EDIT: Another motivation for this question is in pre-training some LSTMs and using their weights in a subsequent model. I don't currently know how to do that currently without saving all the states and restoring the entire model.
Thanks.
How to initialize weight matrices for RNN?
I believe people are using random normal initialization for weight matrices for RNN. Check out the example in TensorFlow GitHub Repo. As the notebook is a bit long, they have a simple LSTM model where they use tf.truncated_normal to initialize weights and tf.zeros to initialize biases (although I have tried using tf.ones to initialize biases before, seem to also work). I believe that the standard deviation is a hyperparameter you could tune yourself. Sometimes weights initialization is important to the gradient flow. Although as far as I know, LSTM itself is designed to handle gradient vanishing problem (and gradient clipping is for helping gradient exploding problem), so perhaps you don't need to be super careful with the setup of std_dev in LSTM? I've read papers recommending Xavier initialization (TF API doc for Xavier initializer) in Convolution Neural Network context. I don't know if people use that in RNN, but I imagine you can even try those in RNN if you want to see if it helps.
Now to follow up with #Allen's answer and your follow up question left in the comments.
How to control initialization with variable scope?

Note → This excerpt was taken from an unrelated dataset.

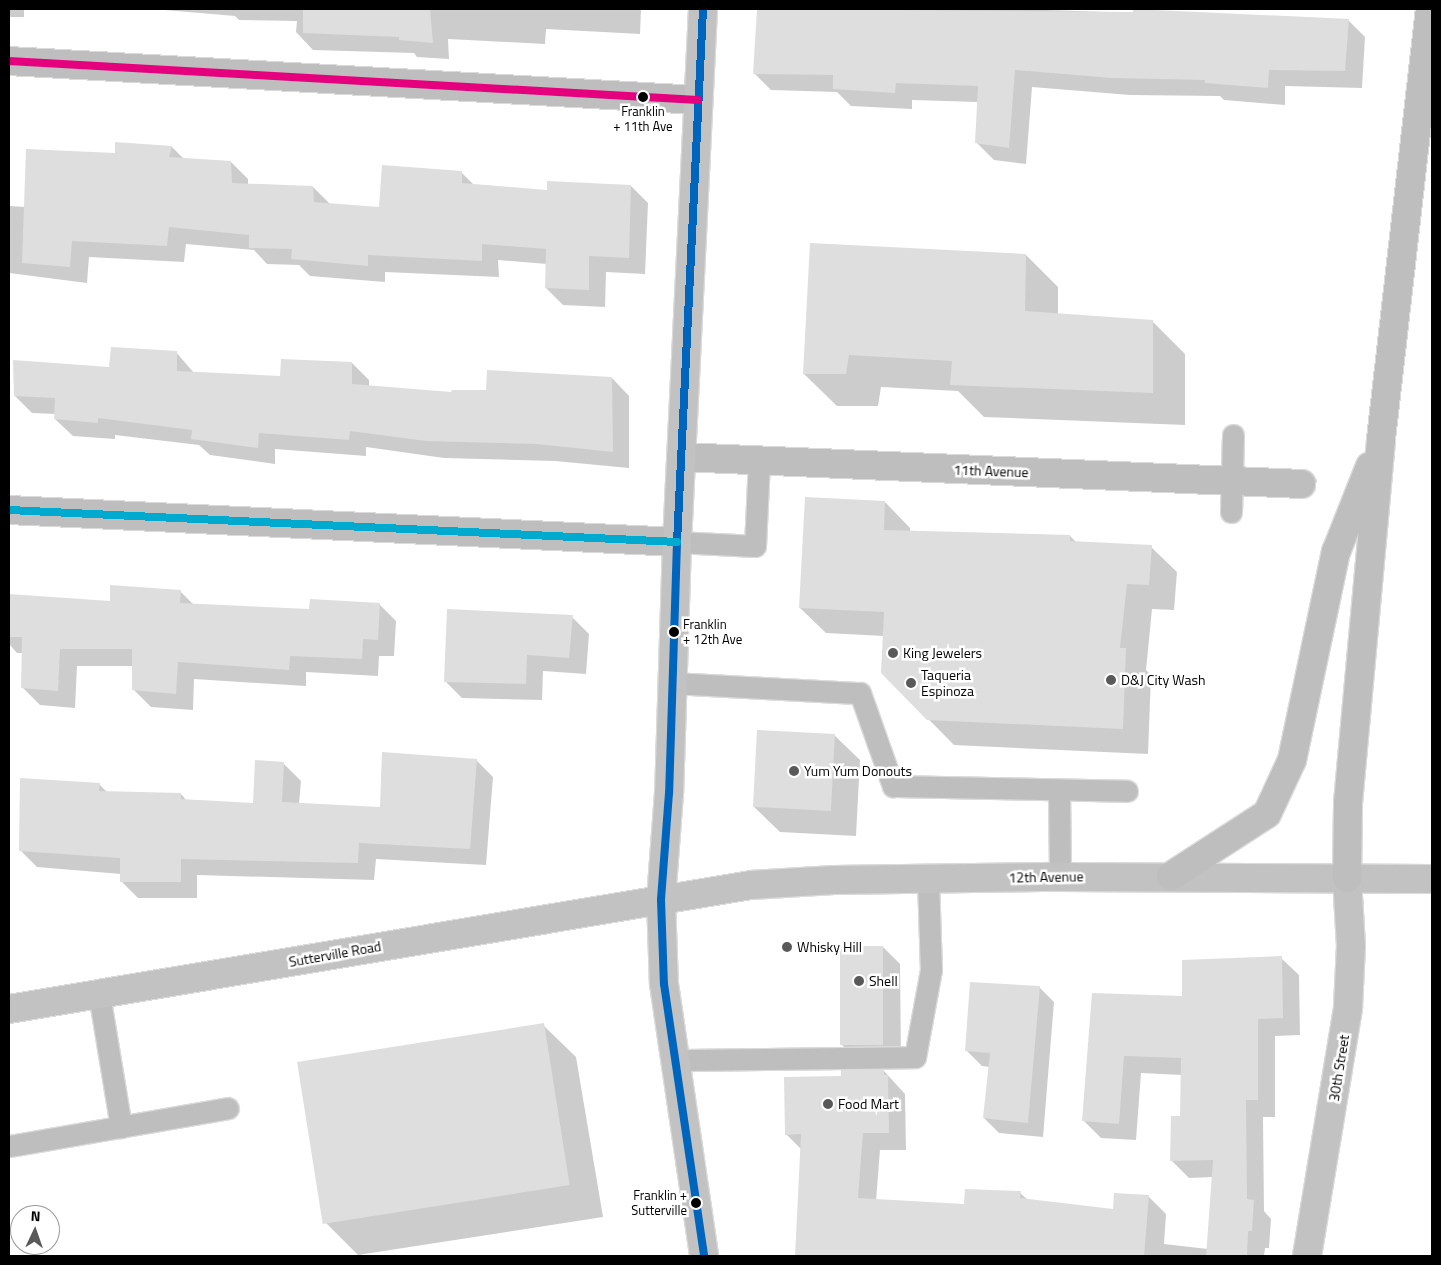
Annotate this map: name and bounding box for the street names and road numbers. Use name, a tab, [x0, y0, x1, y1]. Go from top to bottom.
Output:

Using the simple LSTM model in the TensorFlow GitHub python notebook that I linked to as an example.
Specifically, if I want to re-factorize the LSTM part of the code in above picture using variable scope control, I may code something as following...
import tensorflow as tf
def initialize_LSTMcell(vocabulary_size, num_nodes, initializer):
'''initialize LSTMcell weights and biases, set variables to reuse mode'''
gates = ['input_gate', 'forget_gate', 'memory_cell', 'output_gate']
with tf.variable_scope('LSTMcell') as scope:
for gate in gates:
with tf.variable_scope(gate) as gate_scope:
wx = tf.get_variable("wx", [vocabulary_size, num_nodes], initializer)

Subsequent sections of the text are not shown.